The map certainly appears designed to help get more Republicans elected. I’m told that the operatives who had a hand in crafting this map believe it can help get Republicans to a 30-seat majority. However, more Republicans are likely to get elected to the Senate regardless of the map they choose. Four Democratic incumbents are not returning to the Senate in 2022 with one a maybe, so that’s as many as five seats already up for grabs.

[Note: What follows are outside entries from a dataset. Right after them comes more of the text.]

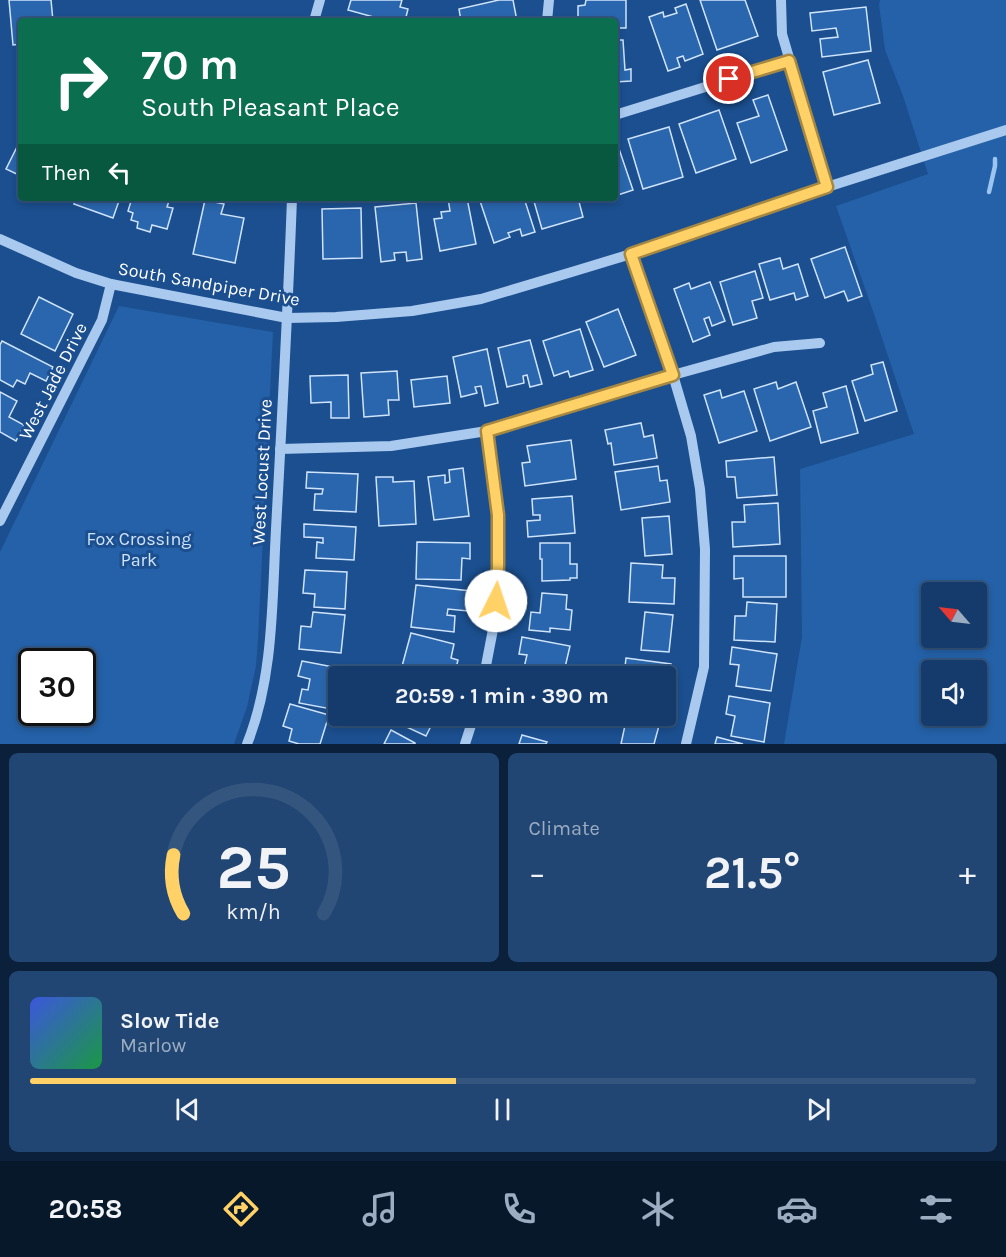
<!DOCTYPE html>
<html lang="en">
<head>
<meta charset="utf-8">
<style>
	:root { --surface:#143b6b; --page:#214673; --text:#f1f3f6; --muted:#9dadc1; --line:#33557e; --accent:#ffd166 }
	body { margin:0; font-family:Karla,sans-serif; background:var(--page); color:var(--text); height:100vh; display:flex; flex-direction:column; font-size:22px; white-space:nowrap }
	* { box-sizing:border-box; margin:0 }
	p { font-size:20px; color:var(--muted) }
	.icon { flex:none; width:33px; height:33px; fill:none; stroke:currentColor; stroke-width:2; stroke-linecap:round; stroke-linejoin:round }
	.map { position:relative; height:744px; overflow:hidden }
	.side { display:flex; flex-direction:column; gap:9px; padding:9px; background:#0b203b; flex:1 }
	.side>* { flex:none }
	.top-card { position:absolute; left:18px; top:18px; width:600px; height:183px; border-radius:6px; box-shadow:0 3px 9px #0003,0 0 0 2px var(--line); background:#0b6e4f; color:#fff; overflow:hidden }
	.needle { width:39px; rotate:298deg }
	.controls { position:absolute; left:921px; top:582px; display:grid; gap:12px }
	.controls a { display:grid; place-items:center; width:66px; height:66px; border-radius:6px; background:var(--surface); box-shadow:0 3px 9px #0003,0 0 0 2px var(--line); font-size:30px }
	.speed { position:absolute; left:18px; top:648px; display:flex; gap:12px; font-size:30px; font-weight:700; text-align:center }
	.speed>* { display:grid; place-content:center; width:78px; height:78px; border-radius:50%; background:var(--surface); box-shadow:0 3px 9px #0003,0 0 0 2px var(--line); line-height:1 }
	.speed .limit { border:3px solid #111; border-radius:9px; background:#fff; color:#111 }
	.pin { position:absolute; display:grid; place-items:center; width:51px; height:51px; color:#fff; margin:-26px; border:3px solid #fff; border-radius:50%; box-shadow:0 2px 6px #0007 }
	.me { position:absolute; width:66px; margin:-33px; rotate:4deg; stroke-linejoin:round; filter:drop-shadow(0 0 4px #0008) }
	.turn { display:flex; align-items:center; gap:21px; height:126px; padding:0 24px; font-size:27px }
	.turn .icon { width:78px; height:78px; stroke-width:2.5 }
	.turn b { display:block; font-size:42px; line-height:51px }
	.then { display:flex; align-items:center; height:57px; padding:0 24px; background:#0003; gap:12px; font-size:22px }
	.big { font-size:45px; font-weight:700; line-height:1.1 }
	.side .card { flex:1; display:flex; flex-direction:column; justify-content:center; gap:9px; min-width:0; padding:0 21px; border-radius:9px; background:var(--page) }
	.side .dial { align-items:center; gap:0 }
	.dial svg { height:156px; overflow:visible; fill:none; stroke:var(--line); stroke-width:7; stroke-linecap:round; text-anchor:middle }
	.dial text { fill:var(--text); stroke:none }
	.song { display:flex; align-items:center; gap:18px }
	.cover { width:72px; height:72px; border-radius:9px; background:linear-gradient(135deg,hsl(230 70% 55%),hsl(140 70% 35%)) }
	.played { height:6px; border-radius:3px; background:linear-gradient(90deg,var(--accent) 45%,var(--line) 45%) }
	.keys { display:flex; justify-content:space-around; direction:ltr }
	.heat { display:flex; justify-content:space-between; align-items:center; font-size:33px; direction:ltr }
	.side .tiles { flex:1; display:grid; gap:9px; grid-template-columns:1fr 1fr }
	.card:last-child { grid-column:span 2 }
	.trip { position:absolute; left:328px; top:666px; width:348px; height:60px; border-radius:6px; background:var(--surface); box-shadow:0 3px 9px #0003,0 0 0 2px var(--line); font-weight:700; line-height:60px; text-align:center }
	.tabs { display:flex; height:96px; justify-content:space-around; align-items:center; background:#08182b; color:var(--muted) }
	.tabs .icon { width:42px; height:42px }
	.tabs .selected { color:var(--accent) }
	.tabs b { font-size:27px; color:var(--text) }
	.map>svg:first-child { display:block }
	.green { fill:#2461a8; fill-rule:evenodd }
	.lines { fill:none; stroke-linecap:round; stroke-linejoin:round }
	.stream { stroke:#9cc4f0; stroke-width:4.5 }
	.building { fill:#2a66ad; stroke:#cfe3fa; stroke-width:1.5 }
	.minor { stroke:#a9c9ee; stroke-width:10 }
	.route-casing { stroke:#a68842; stroke-width:15 }
	.route { stroke:#ffd166; stroke-width:10 }
	.labels { text-anchor:middle; dominant-baseline:central; stroke-width:6; stroke-linejoin:round; paint-order:stroke }
	.street-label { font-size:18px; fill:#fff; stroke:#1b4f8f }
	.park-label { font-size:18px; fill:#cfe3fa; stroke:#1b4f8f }
</style>
</head>
<body>
<div class="map">
<svg width="1006" height="744" viewBox="0 0 1006 744">
	<rect width="100%" height="100%" fill="#1b4f8f"/>
	<g class="green">
		<path d="M880,0H1006V742L1003,744H784L802,637L800,469L914,434L874,314L836,206L928,174L903,96L885,50L879,5ZM932,592H976V638H932ZM932,670H976V716H932Z"/>
		<path d="M119,306L273,332L258,640L256,666L247,707L234,744H0V552ZM32,662H82V712H32Z"/>
	</g>
	<g class="lines">
		<polyline class="stream" points="989,192 995,166 995,159"/>
	</g>
	<g class="building">
		<polygon points="9,0 51,0 53,21 38,21 38,18 29,19 29,21 21,21 21,44 13,45"/>
		<polygon points="351,0 402,0 400,7 408,9 405,21 388,21 348,10"/>
		<polygon points="499,0 513,0 517,21 461,21 459,9"/>
		<polygon points="586,0 626,0 626,28 615,28 615,21 578,21 578,6 585,5"/>
		<polygon points="700,0 745,0 758,36 717,50"/>
		<polygon points="686,4 703,54 685,61 683,56 677,58 680,67 668,71 649,17 663,12 664,17 677,13 675,8"/>
		<polygon points="866,7 871,51 822,57 820,39 838,37 836,28 812,31 810,13"/>
		<polygon points="615,40 623,40 625,70 631,69 631,81 615,82"/>
		<polygon points="868,60 880,103 834,115 823,72"/>
		<polygon points="768,95 787,150 751,163 737,123 759,116 753,100"/>
		<polygon points="719,110 736,159 696,173 679,124"/>
		<polygon points="669,127 683,177 643,189 628,139"/>
		<polygon points="617,143 633,190 615,196 615,144"/>
		<polygon points="17,147 21,149 21,176 6,169"/>
		<polygon points="76,198 120,198 113,218 74,204"/>
		<polygon points="132,198 170,198 167,207 173,208 167,229 152,225 150,232 137,228 138,222 131,220 133,213 128,211"/>
		<polygon points="448,198 467,198 476,244 440,251 434,219 442,218 441,212 450,211"/>
		<polygon points="479,198 524,198 535,232 522,236 520,229 508,233 510,237 494,243"/>
		<polygon points="533,198 578,198 583,217 542,229"/>
		<polygon points="205,200 224,204 221,214 244,218 235,263 193,254"/>
		<polygon points="416,203 422,259 407,261 406,252 394,253 395,260 381,262 375,207"/>
		<polygon points="361,208 362,258 323,259 322,209"/>
		<polygon points="845,247 862,296 848,301 844,291 825,298 811,259"/>
		<polygon points="780,258 783,269 798,264 808,296 796,300 794,293 770,300 759,264"/>
		<polygon points="755,271 763,298 752,301 757,318 733,325 720,282"/>
		<polygon points="710,282 725,321 712,326 709,317 704,319 710,335 693,342 674,289 689,283 691,289"/>
		<polygon points="39,297 73,314 55,351 21,334"/>
		<polygon points="618,309 636,355 604,367 586,322"/>
		<polygon points="580,329 593,370 570,377 568,371 554,376 543,341"/>
		<polygon points="530,340 542,384 530,387 527,375 523,376 524,383 507,387 498,348"/>
		<polygon points="2,341 53,367 46,381 30,373 25,384 17,380 13,387 0,380 0,345"/>
		<polygon points="487,349 498,403 485,406 481,386 475,387 477,393 461,397 453,357"/>
		<polygon points="883,362 897,411 865,421 852,381 873,374 871,365"/>
		<polygon points="397,371 399,400 388,400 389,415 364,417 361,373"/>
		<polygon points="348,375 349,418 331,418 331,402 311,403 310,376"/>
		<polygon points="447,376 450,403 414,407 411,380"/>
		<polygon points="776,382 778,389 796,382 811,427 770,441 754,389"/>
		<polygon points="846,386 858,433 821,443 813,411 827,407 823,393"/>
		<polygon points="720,390 722,398 744,391 757,431 719,443 704,395"/>
		<polygon points="0,392 17,401 9,417 24,425 16,441 0,432"/>
		<polygon points="641,423 644,437 653,435 657,458 614,465 611,443 608,444 605,430"/>
		<polygon points="571,440 576,479 525,486 522,463 530,462 527,446"/>
		<polygon points="774,457 777,495 737,498 735,477 727,477 726,461"/>
		<polygon points="658,466 660,481 667,480 670,502 621,510 615,472"/>
		<polygon points="463,468 469,516 434,520 428,477 445,475 445,483 450,482 449,470"/>
		<polygon points="307,472 358,474 356,512 314,510 315,494 322,494 323,489 306,488"/>
		<polygon points="376,477 393,477 393,482 414,481 416,524 379,526"/>
		<polygon points="572,496 575,533 528,537 527,521 540,520 540,515 533,515 532,499"/>
		<polygon points="778,503 780,544 733,547 732,522 745,522 744,505"/>
		<polygon points="669,516 672,554 645,556 642,518"/>
		<polygon points="304,524 356,527 354,560 316,558 317,542 323,543 323,538 304,537"/>
		<polygon points="417,542 470,543 470,559 462,558 461,580 416,579"/>
		<polygon points="540,543 570,543 570,564 577,564 577,578 570,578 570,580 542,581 542,559 540,559"/>
		<polygon points="734,556 786,556 786,597 743,597 743,578 734,579"/>
		<polygon points="631,563 663,565 662,578 675,578 674,604 629,602"/>
		<polygon points="305,570 347,572 345,609 314,607 315,594 303,593"/>
		<polygon points="416,585 471,591 468,611 448,609 447,615 455,616 454,632 411,627"/>
		<polygon points="542,593 567,595 566,609 572,610 570,630 550,628 550,632 529,630 531,612 540,613"/>
		<polygon points="747,602 777,604 775,642 734,640 735,616 746,616"/>
		<polygon points="313,612 345,615 341,653 299,649 301,626 311,627"/>
		<polygon points="645,612 673,615 669,652 641,650"/>
		<polygon points="411,633 454,644 451,658 458,660 454,676 425,676 401,670"/>
		<polygon points="522,637 570,646 563,676 522,676 527,655 519,654"/>
		<polygon points="732,647 777,654 771,691 736,686 739,665 730,664"/>
		<polygon points="626,658 671,664 668,689 666,689 666,676 624,676"/>
		<polygon points="302,661 339,668 331,709 299,703 302,689 308,690 310,679 298,676"/>
		<polygon points="729,696 770,703 764,742 731,736 735,716 726,714"/>
		<polygon points="290,704 329,715 320,744 299,744 289,741 292,729 283,726"/>
		<polygon points="383,716 436,716 426,736"/>
		<polygon points="505,716 548,716 545,727"/>
		<polygon points="627,716 657,716 655,721 660,722 654,744 621,744"/>
		<polygon points="391,730 415,743 415,744 384,744"/>
		<polygon points="522,735 547,742 546,744 519,744"/>
		<polygon points="717,737 743,744 715,744"/>
	</g>
	<g class="lines">
		<g class="minor">
			<polyline points="781,0 782,34 827,187"/>
			<polyline points="314,21 320,0"/>
			<polyline points="547,21 549,0"/>
			<polyline points="615,115 789,61"/>
			<polyline points="0,239 76,273 111,284 287,318 336,317 412,311 481,299 575,271 631,254 827,187 1006,130"/>
			<polyline points="631,254 673,375 691,436 700,489 705,549 704,667 686,744"/>
			<polyline points="280,449 391,446 487,431 673,375 774,347 820,343"/>
			<polyline points="0,521 102,320 111,284"/>
			<polyline points="484,676 495,619 498,566 498,515 487,431"/>
			<path d="M247,744C274,677 272,600 276,529C282,419 288,308 292,198"/>
			<polyline points="465,744 474,716"/>
		</g>
	</g>
	<g class="lines">
		<defs>
			<polyline id="route" points="496,601 498,566 498,515 487,431 673,375 631,254 827,187 789,61 729,79"/>
		</defs>
		<use href="#route" class="route-casing"/>
		<use href="#route" class="route"/>
	</g>
	<g class="labels">
		<g class="street-label">
			<text transform="translate(209 284) rotate(10)">South Sandpiper Drive</text>
			<text transform="translate(53 381) rotate(-63)">West Jade Drive</text>
			<text transform="translate(262 472) rotate(-87)">West Locust Drive</text>
		</g>
		<g class="park-label">
			<text x="139" y="539">Fox Crossing<tspan x="139" dy="21">Park</tspan></text>
		</g>
	</g>
</svg>
<div class="controls">
<a><svg class="needle" viewBox="-14 -14 28 28"><path d="M0-13l5 13h-10z" fill="#e53935"/><path d="M0 13l5-13h-10z" fill="#9dadc1"/></svg></a>
<a><svg class="icon" aria-label="sound" viewBox="0 0 24 24"><path d="M4 9h4l5-4v14l-5-4H4zM17 9q2 3 0 6"/></svg></a>
</div>
<div class="speed"><div class="limit">30</div></div>
<div class="pin" style="left:729px;top:79px;background:#d93025"><svg class="icon" aria-label="arrive" viewBox="0 0 24 24"><path d="M6 21V4h12l-3 4 3 4H6"/></svg></div>
<svg class="me" style="left:496px;top:601px" viewBox="-20 -20 40 40"><circle r="19" fill="#fff"/><path d="M0-13L10 11 0 6-10 11z" fill="#ffd166"/></svg>
<div class="trip">20:59 · 1 min · 390 m</div>
<div class="top-card">
<div class="turn"><svg class="icon" aria-label="right" viewBox="0 0 24 24"><path d="M7 20v-9h11M14 6l5 5-5 5"/></svg><div><b>70 m</b>South Pleasant Place</div></div>
<div class="then">Then<svg class="icon" aria-label="left" viewBox="0 0 24 24"><path d="M17 20v-9H6M10 6l-5 5 5 5"/></svg></div>
</div>
</div>
<section class="side">
<div class="tiles">
<div class="card dial"><svg viewBox="0 0 100 80">
<path d="M14 69A42 42 0 1 1 86 69"/>
<path d="M14 69A42 42 0 0 1 9 39" stroke="#ffd166"/>
<text x="50" y="56" font-size="32" font-weight="700">25</text>
<text x="50" y="72" font-size="11">km/h</text>
</svg></div>
<div class="card"><p>Climate</p>
<div class="heat"><a>−</a><b class="big">21.5°</b><a>+</a></div>
</div>
<div class="card">
<div class="song"><i class="cover"></i><div><b>Slow Tide</b><p>Marlow</p></div></div>
<div class="played"></div>
<div class="keys"><svg class="icon" aria-label="previous" viewBox="0 0 24 24"><path d="M18 5L8 12l10 7zM5 5v14"/></svg><svg class="icon" aria-label="pause" viewBox="0 0 24 24"><path d="M8 5v14M16 5v14"/></svg><svg class="icon" aria-label="next" viewBox="0 0 24 24"><path d="M6 5l10 7-10 7zM19 5v14"/></svg></div>
</div>
</div>
</section>
<nav class="tabs">
<b>20:58</b>
<svg class="icon selected" aria-label="directions" viewBox="0 0 24 24"><path d="M12 3l9 9-9 9-9-9zM9 14v-3h6M13 9l2 2-2 2"/></svg>
<svg class="icon" aria-label="music" viewBox="0 0 24 24"><path d="M9 18V5l10-2v13"/><circle cx="6" cy="18" r="3"/><circle cx="16" cy="16" r="3"/></svg>
<svg class="icon" aria-label="phone" viewBox="0 0 24 24"><path d="M5 4h4l2 5-3 2q2 4 5 5l2-3 5 2v4C11 20 4 13 5 4z"/></svg>
<svg class="icon" aria-label="climate" viewBox="0 0 24 24"><path d="M12 3v18M4 7l16 10M4 17L20 7"/></svg>
<svg class="icon" aria-label="car" viewBox="0 0 24 24"><path d="M5 17H2v-5l4-1 3-4h7l3 4 3 1v5h-3M9 17h6M6 11h13"/><circle cx="7" cy="17" r="2"/><circle cx="17" cy="17" r="2"/></svg>
<svg class="icon" aria-label="filters" viewBox="0 0 24 24"><path d="M4 7h16M4 17h16"/><circle cx="9" cy="7" r="2"/><circle cx="15" cy="17" r="2"/></svg>
</nav>
</body>
</html>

The map also seems designed to target more moderate Republicans, such as Senate Majority Leader Tom Takubo and Nelson, both of Kanawha County. Some of the more vaccine-skeptical members of the Senate Republican Caucus were unhappy with Takubo, a doctor who deals with respiratory illnesses such as COVID-19, putting himself front and center last month advocating for vaccinations with Gov. Jim Justice.
No matter what happens, everyone is waiting on the Senate to make a move.